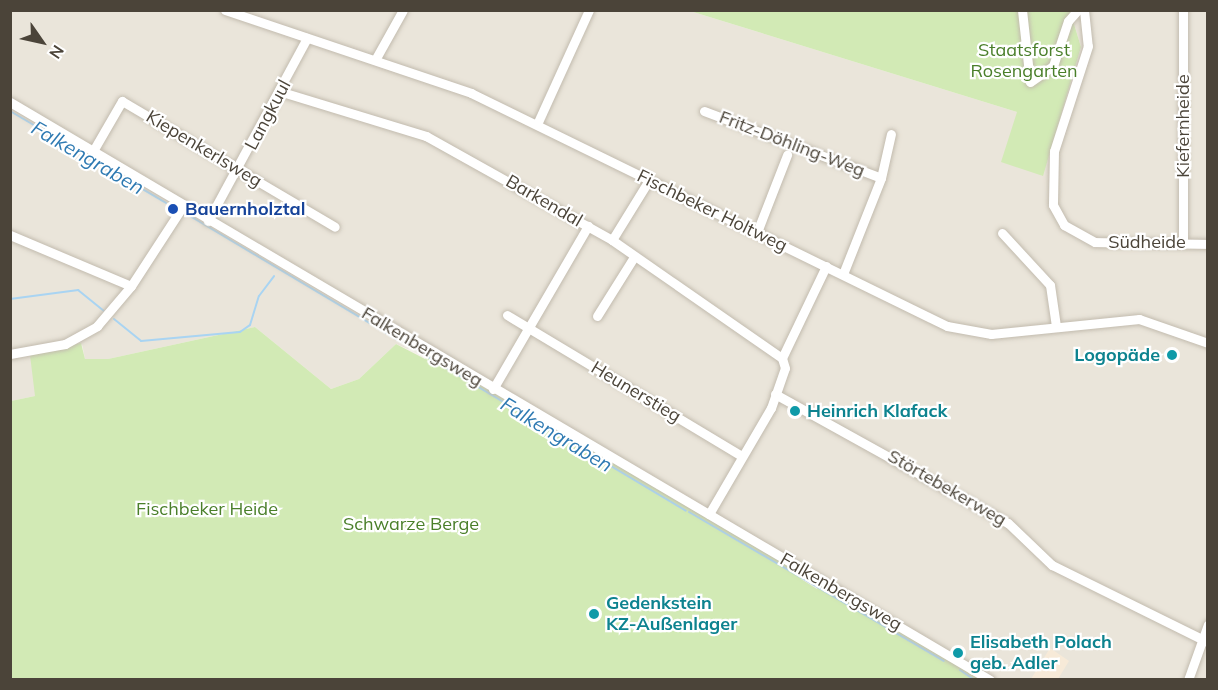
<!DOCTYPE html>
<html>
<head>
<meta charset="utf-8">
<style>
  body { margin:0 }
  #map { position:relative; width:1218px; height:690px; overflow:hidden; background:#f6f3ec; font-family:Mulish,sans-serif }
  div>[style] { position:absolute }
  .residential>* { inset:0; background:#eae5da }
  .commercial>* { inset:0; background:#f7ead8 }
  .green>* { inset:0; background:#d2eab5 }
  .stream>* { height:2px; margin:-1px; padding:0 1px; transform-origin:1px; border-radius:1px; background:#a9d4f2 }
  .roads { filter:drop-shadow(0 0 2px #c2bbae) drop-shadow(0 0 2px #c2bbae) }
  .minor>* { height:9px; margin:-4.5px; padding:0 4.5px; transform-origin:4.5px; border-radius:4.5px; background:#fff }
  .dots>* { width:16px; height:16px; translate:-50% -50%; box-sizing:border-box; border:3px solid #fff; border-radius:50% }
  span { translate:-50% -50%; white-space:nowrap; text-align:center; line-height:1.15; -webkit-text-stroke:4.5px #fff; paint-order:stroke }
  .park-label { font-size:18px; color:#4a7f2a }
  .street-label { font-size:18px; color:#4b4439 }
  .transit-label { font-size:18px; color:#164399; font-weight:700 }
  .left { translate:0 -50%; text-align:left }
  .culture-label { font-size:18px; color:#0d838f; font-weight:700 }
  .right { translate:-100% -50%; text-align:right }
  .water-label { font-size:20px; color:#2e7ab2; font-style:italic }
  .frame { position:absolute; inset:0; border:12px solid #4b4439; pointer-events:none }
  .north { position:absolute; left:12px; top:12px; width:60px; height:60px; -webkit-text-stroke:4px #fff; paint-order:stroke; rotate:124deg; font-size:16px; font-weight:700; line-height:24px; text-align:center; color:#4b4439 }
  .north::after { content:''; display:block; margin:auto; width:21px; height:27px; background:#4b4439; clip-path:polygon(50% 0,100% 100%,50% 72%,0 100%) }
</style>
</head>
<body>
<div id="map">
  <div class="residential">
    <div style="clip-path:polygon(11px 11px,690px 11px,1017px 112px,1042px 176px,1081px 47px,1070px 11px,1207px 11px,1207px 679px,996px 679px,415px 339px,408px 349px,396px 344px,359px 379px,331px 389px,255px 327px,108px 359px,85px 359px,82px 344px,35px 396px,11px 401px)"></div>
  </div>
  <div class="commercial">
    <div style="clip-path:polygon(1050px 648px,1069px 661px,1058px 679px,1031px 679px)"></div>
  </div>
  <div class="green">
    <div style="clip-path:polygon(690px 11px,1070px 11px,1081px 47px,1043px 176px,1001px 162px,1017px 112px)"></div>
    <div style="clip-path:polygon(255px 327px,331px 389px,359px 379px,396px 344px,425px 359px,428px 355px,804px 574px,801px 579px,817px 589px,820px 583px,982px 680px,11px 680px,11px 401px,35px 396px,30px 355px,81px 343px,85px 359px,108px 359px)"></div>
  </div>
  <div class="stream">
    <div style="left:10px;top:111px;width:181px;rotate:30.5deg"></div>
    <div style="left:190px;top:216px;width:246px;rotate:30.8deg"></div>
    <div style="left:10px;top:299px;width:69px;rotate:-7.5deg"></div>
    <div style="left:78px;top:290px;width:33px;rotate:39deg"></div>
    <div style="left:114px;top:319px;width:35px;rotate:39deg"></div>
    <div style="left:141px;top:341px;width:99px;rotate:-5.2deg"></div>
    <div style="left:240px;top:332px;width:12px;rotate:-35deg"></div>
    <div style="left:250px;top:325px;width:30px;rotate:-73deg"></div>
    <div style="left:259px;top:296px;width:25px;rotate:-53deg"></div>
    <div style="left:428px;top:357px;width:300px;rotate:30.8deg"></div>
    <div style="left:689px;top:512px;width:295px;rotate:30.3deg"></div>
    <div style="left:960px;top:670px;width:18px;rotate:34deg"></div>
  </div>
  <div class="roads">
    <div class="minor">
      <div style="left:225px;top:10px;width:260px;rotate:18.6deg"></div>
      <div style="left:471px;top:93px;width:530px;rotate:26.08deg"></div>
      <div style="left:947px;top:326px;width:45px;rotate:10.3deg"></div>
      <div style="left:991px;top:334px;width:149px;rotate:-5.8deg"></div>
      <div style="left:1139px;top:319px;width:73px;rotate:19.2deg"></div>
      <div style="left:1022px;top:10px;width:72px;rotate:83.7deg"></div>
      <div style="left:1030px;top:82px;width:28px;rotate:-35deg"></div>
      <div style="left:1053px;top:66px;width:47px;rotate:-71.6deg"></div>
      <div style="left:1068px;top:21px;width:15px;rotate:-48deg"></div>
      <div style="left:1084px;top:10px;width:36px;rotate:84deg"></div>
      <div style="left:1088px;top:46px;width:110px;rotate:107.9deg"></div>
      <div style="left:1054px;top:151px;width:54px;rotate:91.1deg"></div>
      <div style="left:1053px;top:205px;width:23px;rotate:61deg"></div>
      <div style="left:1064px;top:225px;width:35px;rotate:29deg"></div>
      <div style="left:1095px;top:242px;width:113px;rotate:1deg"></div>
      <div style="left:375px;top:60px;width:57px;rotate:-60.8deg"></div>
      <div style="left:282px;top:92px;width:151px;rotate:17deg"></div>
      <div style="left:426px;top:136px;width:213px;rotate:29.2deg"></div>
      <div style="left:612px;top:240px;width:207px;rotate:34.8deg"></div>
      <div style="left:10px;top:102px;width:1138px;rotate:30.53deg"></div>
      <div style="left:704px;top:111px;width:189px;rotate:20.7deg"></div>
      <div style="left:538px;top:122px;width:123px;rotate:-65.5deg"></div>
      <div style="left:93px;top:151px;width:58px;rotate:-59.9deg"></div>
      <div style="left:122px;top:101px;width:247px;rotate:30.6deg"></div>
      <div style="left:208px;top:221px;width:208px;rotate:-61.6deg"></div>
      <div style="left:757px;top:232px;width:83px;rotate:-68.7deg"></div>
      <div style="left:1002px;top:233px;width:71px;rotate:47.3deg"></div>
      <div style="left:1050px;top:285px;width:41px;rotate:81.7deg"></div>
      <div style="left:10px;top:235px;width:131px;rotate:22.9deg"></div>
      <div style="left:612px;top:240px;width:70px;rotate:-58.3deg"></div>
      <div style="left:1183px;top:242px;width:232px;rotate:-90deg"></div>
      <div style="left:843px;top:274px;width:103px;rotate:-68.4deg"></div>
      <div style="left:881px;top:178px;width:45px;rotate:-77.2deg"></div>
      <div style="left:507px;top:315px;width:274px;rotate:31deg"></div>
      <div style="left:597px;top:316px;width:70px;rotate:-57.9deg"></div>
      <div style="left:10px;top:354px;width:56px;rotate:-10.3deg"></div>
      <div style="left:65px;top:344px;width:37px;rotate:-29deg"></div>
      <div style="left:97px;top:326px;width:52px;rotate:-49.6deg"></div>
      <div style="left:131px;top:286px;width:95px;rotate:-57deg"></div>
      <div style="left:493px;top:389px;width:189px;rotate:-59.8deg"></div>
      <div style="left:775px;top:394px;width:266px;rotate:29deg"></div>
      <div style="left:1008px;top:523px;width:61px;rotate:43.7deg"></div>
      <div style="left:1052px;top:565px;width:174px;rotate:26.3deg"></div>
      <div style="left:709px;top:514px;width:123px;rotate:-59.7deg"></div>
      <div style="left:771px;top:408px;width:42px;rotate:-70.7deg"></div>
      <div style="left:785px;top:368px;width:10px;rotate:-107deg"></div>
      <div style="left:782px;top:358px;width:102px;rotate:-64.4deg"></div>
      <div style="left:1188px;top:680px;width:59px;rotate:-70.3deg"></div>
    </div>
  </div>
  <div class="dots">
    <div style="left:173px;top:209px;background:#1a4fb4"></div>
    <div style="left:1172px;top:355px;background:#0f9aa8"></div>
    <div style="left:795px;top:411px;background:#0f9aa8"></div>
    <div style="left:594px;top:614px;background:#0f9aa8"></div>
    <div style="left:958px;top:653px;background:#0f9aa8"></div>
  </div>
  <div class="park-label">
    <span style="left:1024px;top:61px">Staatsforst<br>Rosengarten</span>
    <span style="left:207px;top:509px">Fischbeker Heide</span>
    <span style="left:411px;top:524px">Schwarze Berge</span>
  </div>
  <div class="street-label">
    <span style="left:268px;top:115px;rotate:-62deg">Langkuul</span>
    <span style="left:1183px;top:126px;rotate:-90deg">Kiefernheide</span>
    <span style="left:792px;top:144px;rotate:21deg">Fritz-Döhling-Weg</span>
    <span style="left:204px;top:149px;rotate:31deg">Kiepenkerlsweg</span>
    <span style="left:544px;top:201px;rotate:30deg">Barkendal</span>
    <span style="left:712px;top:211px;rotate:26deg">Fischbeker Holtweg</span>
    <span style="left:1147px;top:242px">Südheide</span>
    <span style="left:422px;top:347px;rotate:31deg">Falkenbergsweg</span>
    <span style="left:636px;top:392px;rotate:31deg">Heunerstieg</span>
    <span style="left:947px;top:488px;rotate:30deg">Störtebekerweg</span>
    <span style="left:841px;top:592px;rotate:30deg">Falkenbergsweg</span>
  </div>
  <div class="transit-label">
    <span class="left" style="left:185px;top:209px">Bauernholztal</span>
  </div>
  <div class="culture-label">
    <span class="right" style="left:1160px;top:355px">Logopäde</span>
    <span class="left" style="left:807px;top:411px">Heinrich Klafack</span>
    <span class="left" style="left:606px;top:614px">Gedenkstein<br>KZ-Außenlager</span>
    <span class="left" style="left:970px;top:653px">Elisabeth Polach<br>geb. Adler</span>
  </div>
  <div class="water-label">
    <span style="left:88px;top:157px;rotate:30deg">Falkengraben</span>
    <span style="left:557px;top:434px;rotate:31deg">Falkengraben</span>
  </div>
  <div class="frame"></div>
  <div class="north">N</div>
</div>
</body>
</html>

★ ★ ★ ★

Problem to solve
Filter the lines above so that only those with the string "stream" remain, then copy them.

Solution
  .stream>* { height:2px; margin:-1px; padding:0 1px; transform-origin:1px; border-radius:1px; background:#a9d4f2 }
  <div class="stream">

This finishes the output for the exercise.